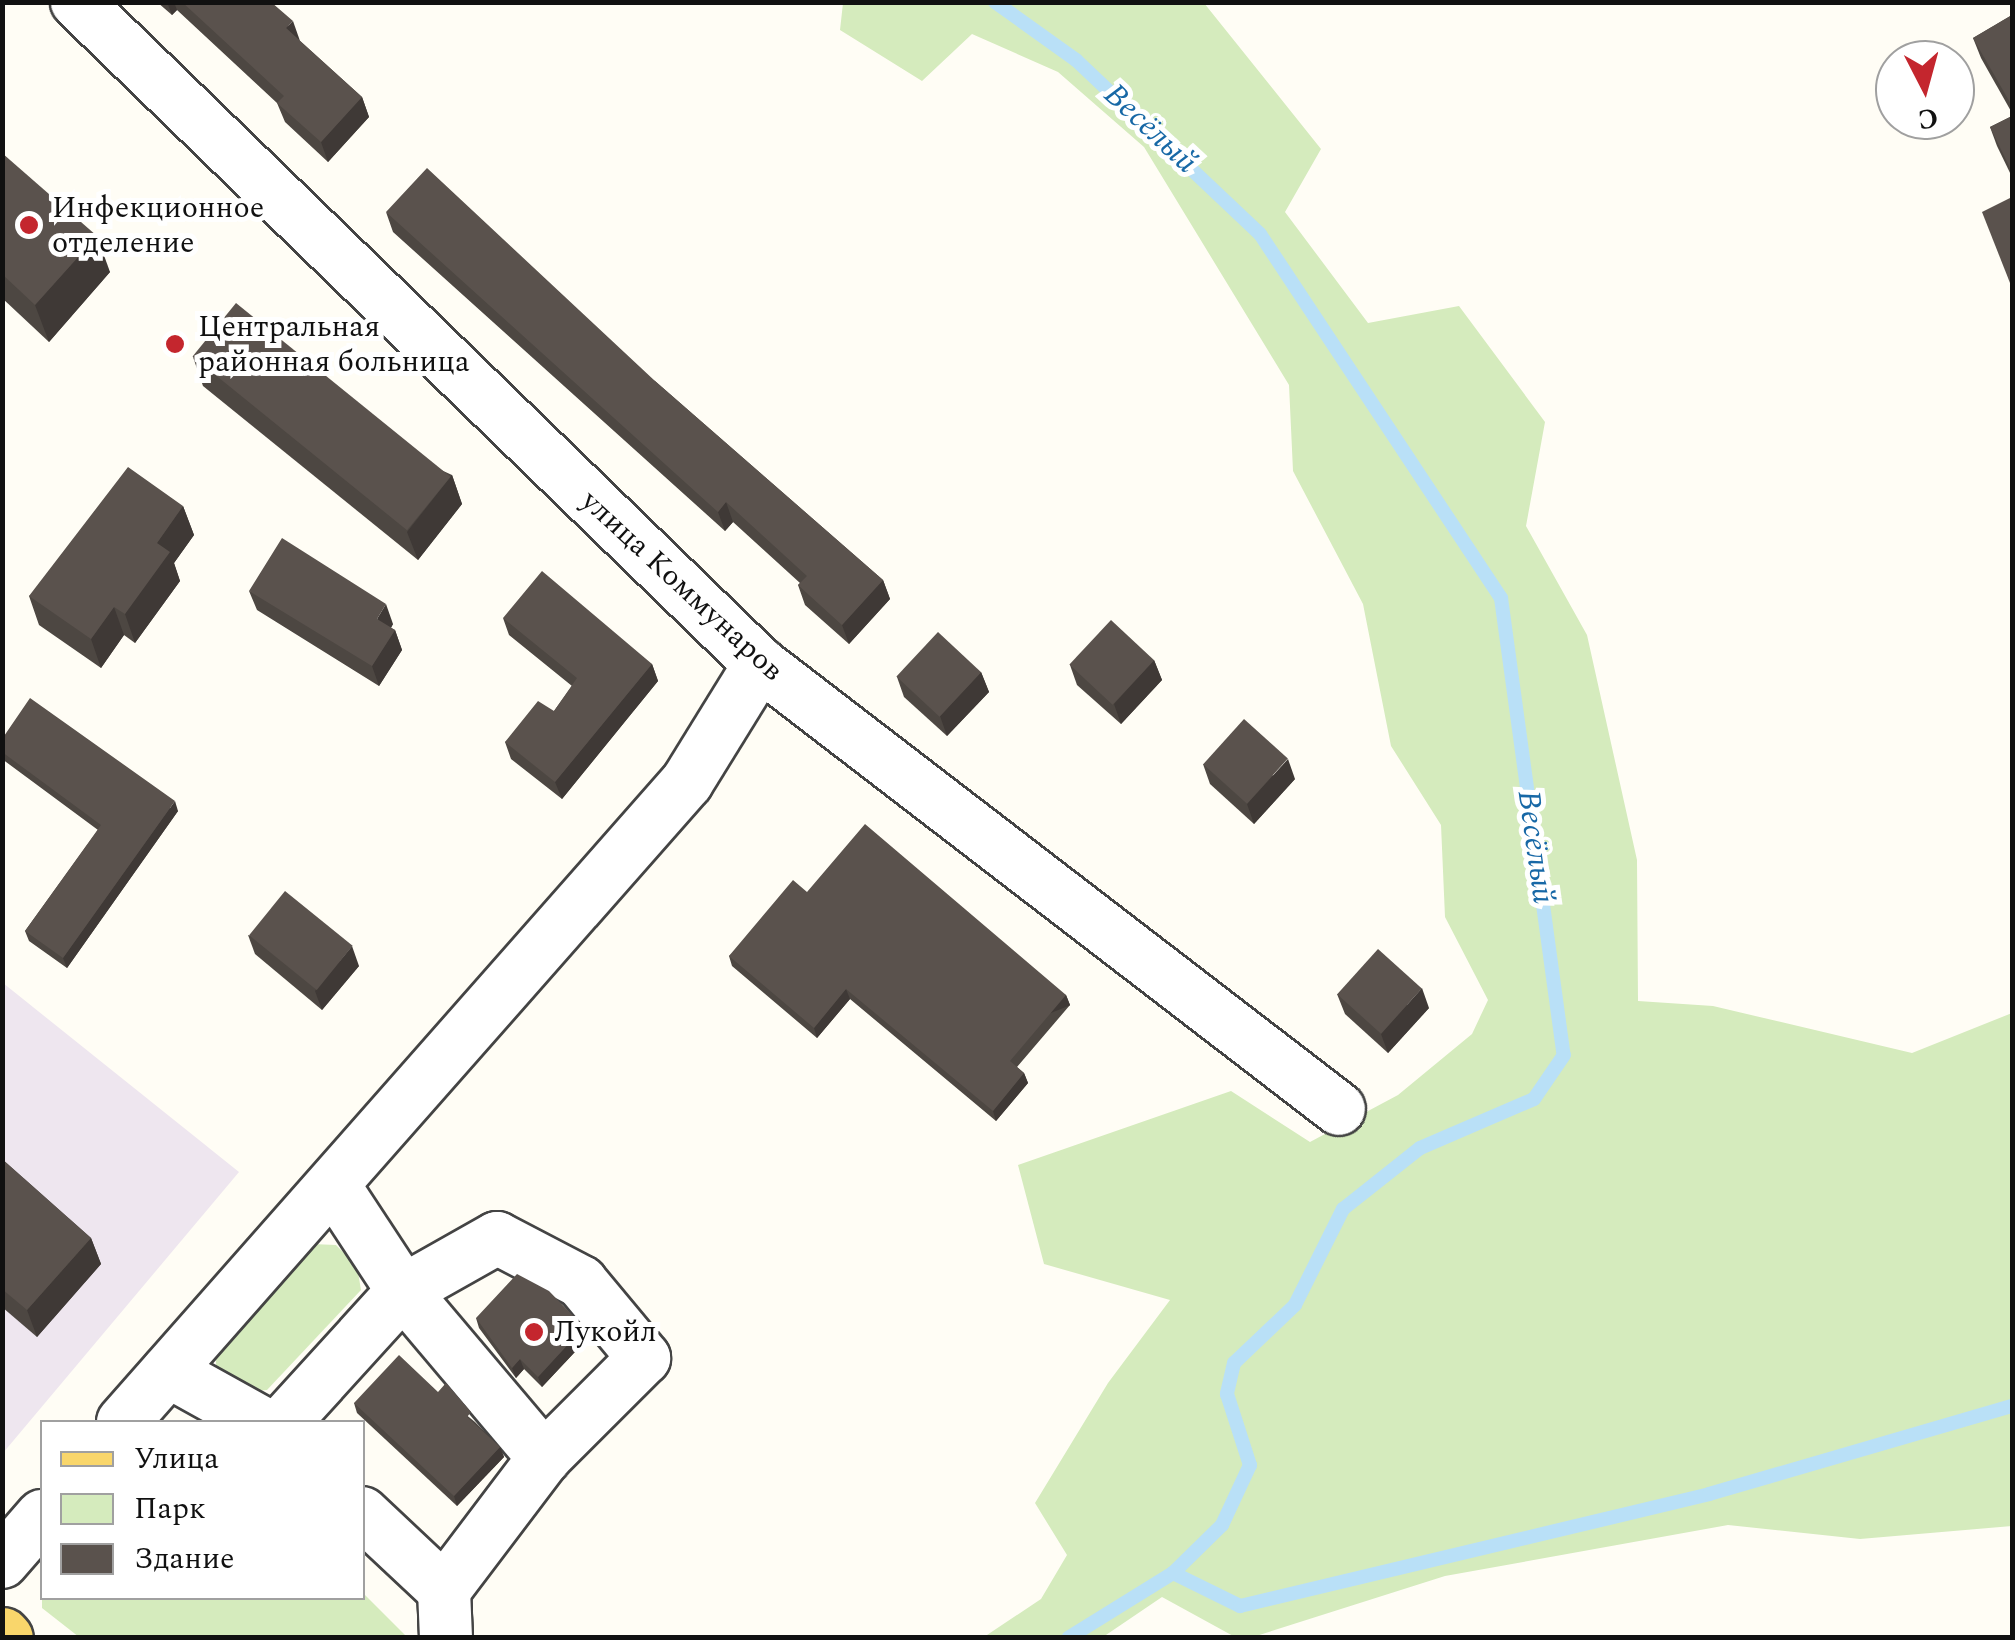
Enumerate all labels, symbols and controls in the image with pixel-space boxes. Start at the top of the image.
north arrow [1875,40,1975,140]
water label: Весёлый [1095,76,1205,182]
text: С [1916,96,1940,141]
place label: Инфекционное отделение [52,190,264,260]
marker: Инфекционное отделение [16,212,42,238]
place label: Центральная районная больница [198,309,470,380]
marker: Центральная районная больница [162,331,188,357]
street label: улица Коммунаров [574,483,790,689]
water label: Весёлый [1508,788,1562,906]
place label: Лукойл [554,1314,657,1350]
marker: Лукойл [523,1321,545,1343]
legend [40,1420,365,1600]
text: Улица [134,1436,219,1482]
text: Парк [134,1486,206,1532]
text: Здание [134,1536,235,1582]

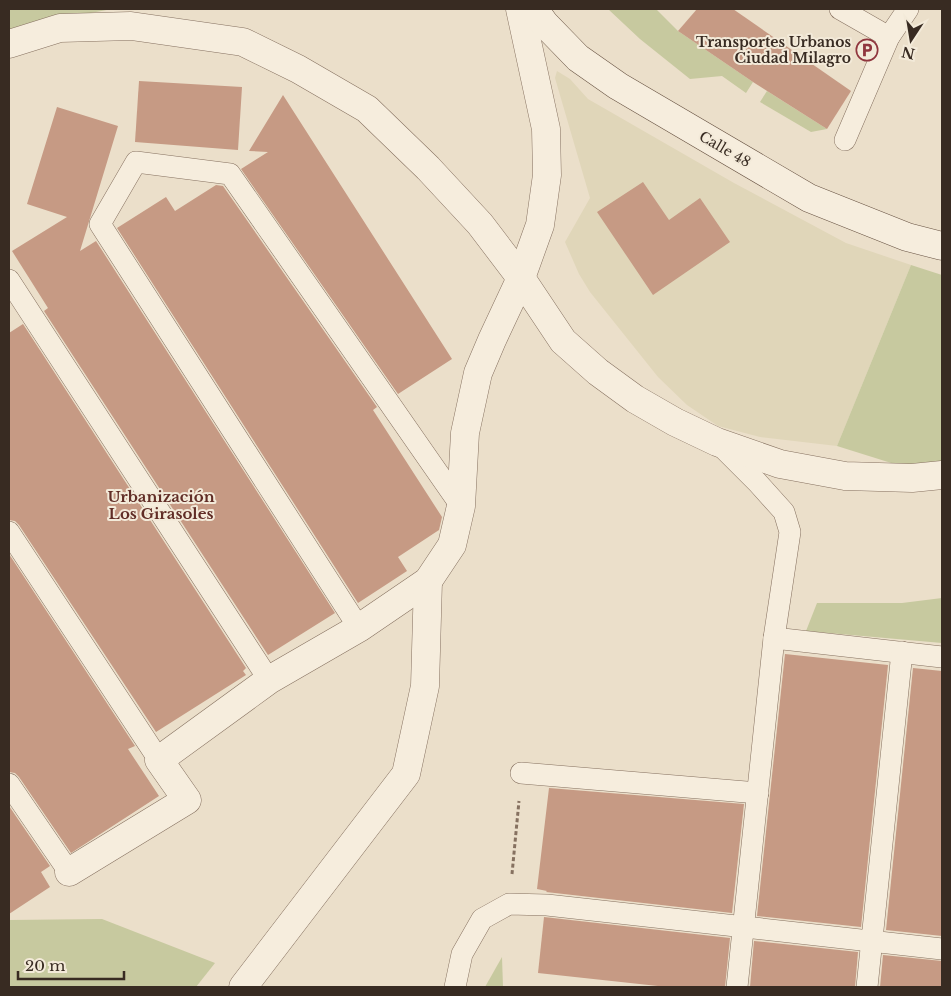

-.-.-

▶ **Directions**
Except for the pictures, give all the material above again verbatim.

▶ **Reply**
Enumerate all labels, symbols and controls in the image with pixel-space boxes. Start at the top of the image.
north arrow [1875,40,1975,140]
water label: Весёлый [1095,76,1205,182]
text: С [1916,96,1940,141]
place label: Инфекционное отделение [52,190,264,260]
marker: Инфекционное отделение [16,212,42,238]
place label: Центральная районная больница [198,309,470,380]
marker: Центральная районная больница [162,331,188,357]
street label: улица Коммунаров [574,483,790,689]
water label: Весёлый [1508,788,1562,906]
place label: Лукойл [554,1314,657,1350]
marker: Лукойл [523,1321,545,1343]
legend [40,1420,365,1600]
text: Улица [134,1436,219,1482]
text: Парк [134,1486,206,1532]
text: Здание [134,1536,235,1582]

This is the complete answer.